## Exercise prompt
Please give the data again in full, exactly as it reads.

## Listed entries
++++++++
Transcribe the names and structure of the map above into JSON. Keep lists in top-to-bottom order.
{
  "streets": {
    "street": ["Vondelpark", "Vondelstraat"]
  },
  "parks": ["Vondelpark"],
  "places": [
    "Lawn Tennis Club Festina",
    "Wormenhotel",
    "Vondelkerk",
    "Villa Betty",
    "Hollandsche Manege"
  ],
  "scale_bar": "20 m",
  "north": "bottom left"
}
++++++++
## Reply to the exercise
Transcribe the names and structure of the map above into JSON. Keep lists in top-to-bottom order.
{
  "streets": {
    "street": ["Vondelpark", "Vondelstraat"]
  },
  "parks": ["Vondelpark"],
  "places": [
    "Lawn Tennis Club Festina",
    "Wormenhotel",
    "Vondelkerk",
    "Villa Betty",
    "Hollandsche Manege"
  ],
  "scale_bar": "20 m",
  "north": "bottom left"
}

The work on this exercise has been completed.